Après une longue attente, autour de 14h30 le tribunal a donc pris sa décision.
Selon le tribunal, il est tout a fait possible qu’Ahmet ait fait de la propagande pour deux organisations à la fois, le PKK et le FETÖ. Bien que ces organisations armées soient très différentes, et que cela puissent paraître contradictoire, lors des enquêtes post-coup d’Etat raté, il serait “avéré que ces organisations soutenues depuis l’étranger, ont agi ensemble et en coordination, et par conséquent le fait que le suspect ait fait de la propagande pour les deux organisations n’est pas contradictoire”.
Le tribunal a également notifié que le délit ayant été commis par voie de presse, et que, lors de l’interrogatoire, le suspect n’avait montré aucun regret, et fait des déclarations “semblables” à celles des organisations terroristes, les contrôles judiciaires seraient insuffisants, et une arrestation plus adaptée.
Ahmet fut donc arrêté pour “propagande terroriste” et “humiliation en public, de la République de la Turquie, ses organes judiciaires, ses militaires et son organisation policière”. Le Procureur apporte comme “preuves” les tweets d’Ahmet, ainsi que certains de ses articles dont un reportage avec Cemil Bayık, le responsable du PKK, publié le 14 mars 2015, trois articles concernant le MIT (Renseignements turcs), et ses rôles dans le massacre de Roboski, et les camions chargés d’arsenal militaire. Ce dernier sujet empoisonné, avait coûté également à Can Dündar, le journaliste de Cumhuriyet, la prison et l’exil.

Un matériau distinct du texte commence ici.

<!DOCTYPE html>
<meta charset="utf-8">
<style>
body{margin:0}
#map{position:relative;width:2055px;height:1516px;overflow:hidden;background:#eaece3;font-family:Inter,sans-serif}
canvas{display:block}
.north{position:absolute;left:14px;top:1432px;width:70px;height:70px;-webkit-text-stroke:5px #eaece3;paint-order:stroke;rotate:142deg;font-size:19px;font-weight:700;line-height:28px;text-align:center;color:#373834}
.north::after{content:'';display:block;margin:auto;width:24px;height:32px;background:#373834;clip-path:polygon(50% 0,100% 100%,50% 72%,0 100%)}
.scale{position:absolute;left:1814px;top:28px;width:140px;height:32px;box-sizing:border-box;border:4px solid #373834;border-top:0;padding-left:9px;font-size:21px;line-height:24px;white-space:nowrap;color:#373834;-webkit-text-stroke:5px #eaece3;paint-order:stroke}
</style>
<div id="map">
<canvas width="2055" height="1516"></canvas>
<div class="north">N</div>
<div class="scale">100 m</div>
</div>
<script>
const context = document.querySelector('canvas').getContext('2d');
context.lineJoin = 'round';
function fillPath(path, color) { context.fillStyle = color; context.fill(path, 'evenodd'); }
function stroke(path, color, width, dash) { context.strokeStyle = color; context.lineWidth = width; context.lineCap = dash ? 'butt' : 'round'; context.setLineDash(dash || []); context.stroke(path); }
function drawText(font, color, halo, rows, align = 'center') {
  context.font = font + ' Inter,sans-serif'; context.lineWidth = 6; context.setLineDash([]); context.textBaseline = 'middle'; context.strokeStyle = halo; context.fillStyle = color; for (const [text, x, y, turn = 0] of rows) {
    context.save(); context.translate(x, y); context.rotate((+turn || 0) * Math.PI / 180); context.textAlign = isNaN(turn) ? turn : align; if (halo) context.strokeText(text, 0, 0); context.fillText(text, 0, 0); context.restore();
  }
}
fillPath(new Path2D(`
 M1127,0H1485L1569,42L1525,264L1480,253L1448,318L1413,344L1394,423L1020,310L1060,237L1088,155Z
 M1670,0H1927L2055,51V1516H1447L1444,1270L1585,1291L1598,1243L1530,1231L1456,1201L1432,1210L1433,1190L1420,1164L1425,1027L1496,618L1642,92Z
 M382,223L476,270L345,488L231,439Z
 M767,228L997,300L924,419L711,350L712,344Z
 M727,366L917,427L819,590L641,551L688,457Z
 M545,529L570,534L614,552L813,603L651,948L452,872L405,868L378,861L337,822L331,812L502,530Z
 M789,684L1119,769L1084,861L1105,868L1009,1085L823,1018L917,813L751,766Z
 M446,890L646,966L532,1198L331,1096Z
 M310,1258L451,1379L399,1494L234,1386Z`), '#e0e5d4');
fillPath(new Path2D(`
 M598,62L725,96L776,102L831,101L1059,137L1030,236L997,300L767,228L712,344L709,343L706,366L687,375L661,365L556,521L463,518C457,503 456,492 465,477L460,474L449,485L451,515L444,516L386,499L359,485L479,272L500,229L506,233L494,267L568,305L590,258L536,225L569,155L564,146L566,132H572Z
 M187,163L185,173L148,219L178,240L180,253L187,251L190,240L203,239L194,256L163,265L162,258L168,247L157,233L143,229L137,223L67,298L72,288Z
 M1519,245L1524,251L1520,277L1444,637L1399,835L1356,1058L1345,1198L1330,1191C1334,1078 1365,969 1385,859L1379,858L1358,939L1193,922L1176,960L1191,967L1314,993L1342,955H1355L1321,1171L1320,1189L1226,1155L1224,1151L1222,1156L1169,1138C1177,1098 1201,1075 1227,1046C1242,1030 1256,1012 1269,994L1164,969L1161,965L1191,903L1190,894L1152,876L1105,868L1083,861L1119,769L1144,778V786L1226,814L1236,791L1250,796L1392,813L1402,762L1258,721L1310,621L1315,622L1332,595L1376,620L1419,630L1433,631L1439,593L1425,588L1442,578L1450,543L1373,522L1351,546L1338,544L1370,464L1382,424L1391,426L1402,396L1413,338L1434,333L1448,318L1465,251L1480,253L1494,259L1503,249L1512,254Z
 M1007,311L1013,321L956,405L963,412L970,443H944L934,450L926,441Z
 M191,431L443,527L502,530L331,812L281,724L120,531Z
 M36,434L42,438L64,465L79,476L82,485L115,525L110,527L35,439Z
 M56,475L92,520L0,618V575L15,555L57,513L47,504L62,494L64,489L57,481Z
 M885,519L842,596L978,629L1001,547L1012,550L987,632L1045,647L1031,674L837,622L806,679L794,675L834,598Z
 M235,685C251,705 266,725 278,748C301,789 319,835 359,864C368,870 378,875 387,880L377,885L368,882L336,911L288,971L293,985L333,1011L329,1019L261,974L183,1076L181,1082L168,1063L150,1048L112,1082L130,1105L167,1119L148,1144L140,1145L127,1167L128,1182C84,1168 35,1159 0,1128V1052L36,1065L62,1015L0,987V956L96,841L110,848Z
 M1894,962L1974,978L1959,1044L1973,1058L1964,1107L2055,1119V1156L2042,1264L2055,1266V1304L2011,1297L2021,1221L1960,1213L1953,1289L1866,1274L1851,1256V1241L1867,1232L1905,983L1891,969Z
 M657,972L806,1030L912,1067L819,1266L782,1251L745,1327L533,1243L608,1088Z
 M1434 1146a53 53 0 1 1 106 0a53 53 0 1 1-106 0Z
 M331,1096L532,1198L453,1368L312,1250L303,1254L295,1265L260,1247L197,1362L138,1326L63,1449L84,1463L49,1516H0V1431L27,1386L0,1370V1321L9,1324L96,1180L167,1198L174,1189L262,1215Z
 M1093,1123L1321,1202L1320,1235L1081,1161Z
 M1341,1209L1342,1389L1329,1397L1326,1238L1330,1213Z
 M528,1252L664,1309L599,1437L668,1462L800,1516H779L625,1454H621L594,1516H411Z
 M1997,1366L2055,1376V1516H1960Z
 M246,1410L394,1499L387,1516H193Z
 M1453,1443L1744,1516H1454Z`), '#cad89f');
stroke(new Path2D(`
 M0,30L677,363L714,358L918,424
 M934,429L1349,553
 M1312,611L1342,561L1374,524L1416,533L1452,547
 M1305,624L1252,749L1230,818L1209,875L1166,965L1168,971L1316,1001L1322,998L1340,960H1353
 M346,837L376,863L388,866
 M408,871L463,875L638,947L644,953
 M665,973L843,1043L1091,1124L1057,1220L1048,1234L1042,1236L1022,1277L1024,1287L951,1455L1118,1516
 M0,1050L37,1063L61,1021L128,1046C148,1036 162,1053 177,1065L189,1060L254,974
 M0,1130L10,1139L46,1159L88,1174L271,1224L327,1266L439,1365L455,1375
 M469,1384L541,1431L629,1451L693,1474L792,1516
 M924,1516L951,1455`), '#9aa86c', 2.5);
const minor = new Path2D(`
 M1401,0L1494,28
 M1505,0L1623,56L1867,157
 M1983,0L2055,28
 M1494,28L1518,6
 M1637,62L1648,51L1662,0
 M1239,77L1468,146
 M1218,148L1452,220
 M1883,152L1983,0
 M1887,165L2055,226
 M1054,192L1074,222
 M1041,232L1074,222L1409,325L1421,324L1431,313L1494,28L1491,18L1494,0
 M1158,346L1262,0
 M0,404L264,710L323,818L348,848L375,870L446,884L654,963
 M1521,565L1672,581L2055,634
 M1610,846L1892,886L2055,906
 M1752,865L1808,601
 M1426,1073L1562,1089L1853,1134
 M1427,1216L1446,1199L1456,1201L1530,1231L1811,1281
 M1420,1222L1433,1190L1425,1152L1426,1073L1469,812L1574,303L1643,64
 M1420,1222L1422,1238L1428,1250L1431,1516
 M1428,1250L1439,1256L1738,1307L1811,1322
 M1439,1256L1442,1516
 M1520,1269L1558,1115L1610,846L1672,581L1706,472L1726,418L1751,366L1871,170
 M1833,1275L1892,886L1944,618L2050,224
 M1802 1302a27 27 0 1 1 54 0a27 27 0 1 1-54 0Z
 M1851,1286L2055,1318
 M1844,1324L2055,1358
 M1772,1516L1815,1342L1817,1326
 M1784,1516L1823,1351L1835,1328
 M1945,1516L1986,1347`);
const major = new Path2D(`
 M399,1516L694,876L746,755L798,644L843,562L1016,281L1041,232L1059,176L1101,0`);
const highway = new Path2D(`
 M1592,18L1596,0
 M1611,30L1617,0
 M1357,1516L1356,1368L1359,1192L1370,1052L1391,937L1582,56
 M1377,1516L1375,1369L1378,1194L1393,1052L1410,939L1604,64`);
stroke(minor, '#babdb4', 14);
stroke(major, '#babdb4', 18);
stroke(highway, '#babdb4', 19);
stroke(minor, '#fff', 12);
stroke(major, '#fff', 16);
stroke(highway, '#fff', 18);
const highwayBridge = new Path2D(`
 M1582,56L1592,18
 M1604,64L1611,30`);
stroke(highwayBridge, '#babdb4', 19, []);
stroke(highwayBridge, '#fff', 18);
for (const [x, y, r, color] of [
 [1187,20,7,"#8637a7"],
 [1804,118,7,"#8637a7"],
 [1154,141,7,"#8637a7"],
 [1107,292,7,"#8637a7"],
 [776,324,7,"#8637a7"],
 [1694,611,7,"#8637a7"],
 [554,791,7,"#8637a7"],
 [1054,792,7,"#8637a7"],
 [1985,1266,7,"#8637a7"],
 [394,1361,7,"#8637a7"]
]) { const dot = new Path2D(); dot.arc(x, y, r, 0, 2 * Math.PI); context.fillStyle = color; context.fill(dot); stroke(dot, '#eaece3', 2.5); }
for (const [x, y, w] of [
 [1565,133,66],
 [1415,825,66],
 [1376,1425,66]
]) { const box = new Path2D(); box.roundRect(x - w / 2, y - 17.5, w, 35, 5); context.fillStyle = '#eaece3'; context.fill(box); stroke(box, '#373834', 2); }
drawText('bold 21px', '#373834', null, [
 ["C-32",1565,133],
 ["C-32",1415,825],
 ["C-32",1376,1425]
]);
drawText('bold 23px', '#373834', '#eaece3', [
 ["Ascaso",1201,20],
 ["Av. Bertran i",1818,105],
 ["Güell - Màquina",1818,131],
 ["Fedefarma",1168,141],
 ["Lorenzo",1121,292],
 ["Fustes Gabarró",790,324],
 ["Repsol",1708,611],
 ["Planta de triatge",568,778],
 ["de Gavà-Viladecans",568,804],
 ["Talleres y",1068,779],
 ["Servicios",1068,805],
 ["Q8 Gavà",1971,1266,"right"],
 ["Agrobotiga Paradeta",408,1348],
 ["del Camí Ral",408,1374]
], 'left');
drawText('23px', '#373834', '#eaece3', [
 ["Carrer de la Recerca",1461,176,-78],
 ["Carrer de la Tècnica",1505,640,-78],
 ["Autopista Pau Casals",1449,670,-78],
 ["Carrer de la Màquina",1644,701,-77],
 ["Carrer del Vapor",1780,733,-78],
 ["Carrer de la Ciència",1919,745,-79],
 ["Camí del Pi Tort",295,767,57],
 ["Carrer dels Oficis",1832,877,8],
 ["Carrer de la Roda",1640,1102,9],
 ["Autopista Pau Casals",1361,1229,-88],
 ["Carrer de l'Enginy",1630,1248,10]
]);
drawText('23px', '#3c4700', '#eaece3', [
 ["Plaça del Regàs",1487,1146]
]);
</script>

C’est donc un règlement de “comptes”, probablement mûri en amont, que le régime entame avec ce journaliste, dont la “carrière” est jalonnée de “désobéissances”. Nous n’avons sans doute pas fini de parler de lui.
Un de plus, sur la liste longue, de celles et ceux qui deviennent plus nombreu(se)x à l’intérieur des prisons que dans celle, à ciel ouvert, que constitue désormais la Turquie pour la liberté de parole.